WORK TASK> Count the lines below that contain the word "list", and give only that number.
** DATA follows **
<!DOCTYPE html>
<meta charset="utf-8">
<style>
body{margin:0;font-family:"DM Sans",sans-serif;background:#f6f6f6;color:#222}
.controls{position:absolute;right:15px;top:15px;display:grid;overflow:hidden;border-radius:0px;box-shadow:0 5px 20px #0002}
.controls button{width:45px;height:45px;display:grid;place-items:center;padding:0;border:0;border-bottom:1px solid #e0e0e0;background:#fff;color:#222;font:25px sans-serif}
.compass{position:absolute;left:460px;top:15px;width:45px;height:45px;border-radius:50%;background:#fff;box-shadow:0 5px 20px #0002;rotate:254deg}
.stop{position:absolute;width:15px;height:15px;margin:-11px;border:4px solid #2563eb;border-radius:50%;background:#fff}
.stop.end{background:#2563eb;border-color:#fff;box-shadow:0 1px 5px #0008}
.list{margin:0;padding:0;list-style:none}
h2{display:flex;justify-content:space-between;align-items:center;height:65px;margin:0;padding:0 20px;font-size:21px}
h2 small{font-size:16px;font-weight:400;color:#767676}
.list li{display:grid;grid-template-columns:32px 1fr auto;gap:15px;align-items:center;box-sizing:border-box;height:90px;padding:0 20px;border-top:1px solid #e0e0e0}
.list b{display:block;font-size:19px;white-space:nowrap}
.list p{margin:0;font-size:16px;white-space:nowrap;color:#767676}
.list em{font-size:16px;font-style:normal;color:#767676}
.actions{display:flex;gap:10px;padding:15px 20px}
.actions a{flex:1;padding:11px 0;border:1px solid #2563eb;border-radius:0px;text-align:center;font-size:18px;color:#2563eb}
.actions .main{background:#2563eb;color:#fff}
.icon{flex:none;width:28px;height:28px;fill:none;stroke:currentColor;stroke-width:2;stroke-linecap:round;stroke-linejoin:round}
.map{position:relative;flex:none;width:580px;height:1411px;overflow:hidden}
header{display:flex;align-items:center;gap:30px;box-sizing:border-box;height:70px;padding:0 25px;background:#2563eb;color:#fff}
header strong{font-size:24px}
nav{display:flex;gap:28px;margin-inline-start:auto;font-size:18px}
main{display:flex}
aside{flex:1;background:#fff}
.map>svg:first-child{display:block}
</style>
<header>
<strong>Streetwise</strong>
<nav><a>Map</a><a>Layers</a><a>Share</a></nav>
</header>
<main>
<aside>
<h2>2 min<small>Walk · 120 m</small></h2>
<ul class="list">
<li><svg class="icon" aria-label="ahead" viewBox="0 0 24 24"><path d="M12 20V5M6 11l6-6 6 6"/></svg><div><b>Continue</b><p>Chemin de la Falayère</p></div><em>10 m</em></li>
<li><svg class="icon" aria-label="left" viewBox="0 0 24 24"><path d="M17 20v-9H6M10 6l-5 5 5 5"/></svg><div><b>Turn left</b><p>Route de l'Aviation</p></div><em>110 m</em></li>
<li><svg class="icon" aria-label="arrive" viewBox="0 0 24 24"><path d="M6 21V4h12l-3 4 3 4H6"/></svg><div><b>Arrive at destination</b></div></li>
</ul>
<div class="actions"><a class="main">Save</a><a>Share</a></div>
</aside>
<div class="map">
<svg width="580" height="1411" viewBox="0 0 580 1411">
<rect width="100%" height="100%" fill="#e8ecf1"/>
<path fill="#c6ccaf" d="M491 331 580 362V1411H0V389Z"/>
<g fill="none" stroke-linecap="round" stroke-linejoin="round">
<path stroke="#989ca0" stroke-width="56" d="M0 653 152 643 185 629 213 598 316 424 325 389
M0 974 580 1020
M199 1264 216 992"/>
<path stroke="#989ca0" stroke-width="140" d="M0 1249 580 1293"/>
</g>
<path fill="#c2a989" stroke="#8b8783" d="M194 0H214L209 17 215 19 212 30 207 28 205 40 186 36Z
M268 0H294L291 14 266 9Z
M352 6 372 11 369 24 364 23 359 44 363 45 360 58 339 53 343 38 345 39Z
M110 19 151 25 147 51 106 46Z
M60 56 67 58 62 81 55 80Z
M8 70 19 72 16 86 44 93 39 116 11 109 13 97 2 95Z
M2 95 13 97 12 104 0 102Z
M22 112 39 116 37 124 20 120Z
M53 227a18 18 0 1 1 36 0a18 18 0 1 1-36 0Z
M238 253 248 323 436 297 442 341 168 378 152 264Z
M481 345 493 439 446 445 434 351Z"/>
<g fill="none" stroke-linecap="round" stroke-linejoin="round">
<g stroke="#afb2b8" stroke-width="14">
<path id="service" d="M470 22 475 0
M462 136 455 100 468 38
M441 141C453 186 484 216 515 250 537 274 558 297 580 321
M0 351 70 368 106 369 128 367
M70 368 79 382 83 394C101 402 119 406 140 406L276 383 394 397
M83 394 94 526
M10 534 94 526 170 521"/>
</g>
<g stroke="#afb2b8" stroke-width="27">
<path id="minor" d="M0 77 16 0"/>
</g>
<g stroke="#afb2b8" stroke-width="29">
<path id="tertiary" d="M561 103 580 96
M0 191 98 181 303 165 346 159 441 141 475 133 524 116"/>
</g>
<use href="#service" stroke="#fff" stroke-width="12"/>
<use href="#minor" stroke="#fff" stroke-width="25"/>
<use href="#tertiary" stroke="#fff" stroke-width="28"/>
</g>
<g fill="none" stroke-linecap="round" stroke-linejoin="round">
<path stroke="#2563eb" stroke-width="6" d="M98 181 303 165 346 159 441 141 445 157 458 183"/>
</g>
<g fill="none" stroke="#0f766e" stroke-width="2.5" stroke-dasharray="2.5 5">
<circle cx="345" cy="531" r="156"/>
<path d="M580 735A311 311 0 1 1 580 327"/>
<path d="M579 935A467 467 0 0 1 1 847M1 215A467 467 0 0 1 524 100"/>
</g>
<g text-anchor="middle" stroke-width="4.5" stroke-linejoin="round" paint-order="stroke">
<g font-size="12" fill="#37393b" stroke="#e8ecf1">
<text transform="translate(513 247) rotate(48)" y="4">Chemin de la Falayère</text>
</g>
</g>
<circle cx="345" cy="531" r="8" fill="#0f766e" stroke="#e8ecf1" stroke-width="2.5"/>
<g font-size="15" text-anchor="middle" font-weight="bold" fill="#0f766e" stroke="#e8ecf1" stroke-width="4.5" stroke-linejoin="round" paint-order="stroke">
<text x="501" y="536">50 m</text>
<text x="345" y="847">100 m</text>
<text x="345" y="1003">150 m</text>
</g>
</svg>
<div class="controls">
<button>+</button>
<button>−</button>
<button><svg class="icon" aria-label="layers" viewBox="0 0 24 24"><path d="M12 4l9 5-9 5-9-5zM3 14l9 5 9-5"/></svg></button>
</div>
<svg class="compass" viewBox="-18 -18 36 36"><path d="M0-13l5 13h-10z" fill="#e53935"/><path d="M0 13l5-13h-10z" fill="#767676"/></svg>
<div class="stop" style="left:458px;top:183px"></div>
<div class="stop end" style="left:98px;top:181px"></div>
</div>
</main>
** End of DATA **
EXPECTED ANSWER> 6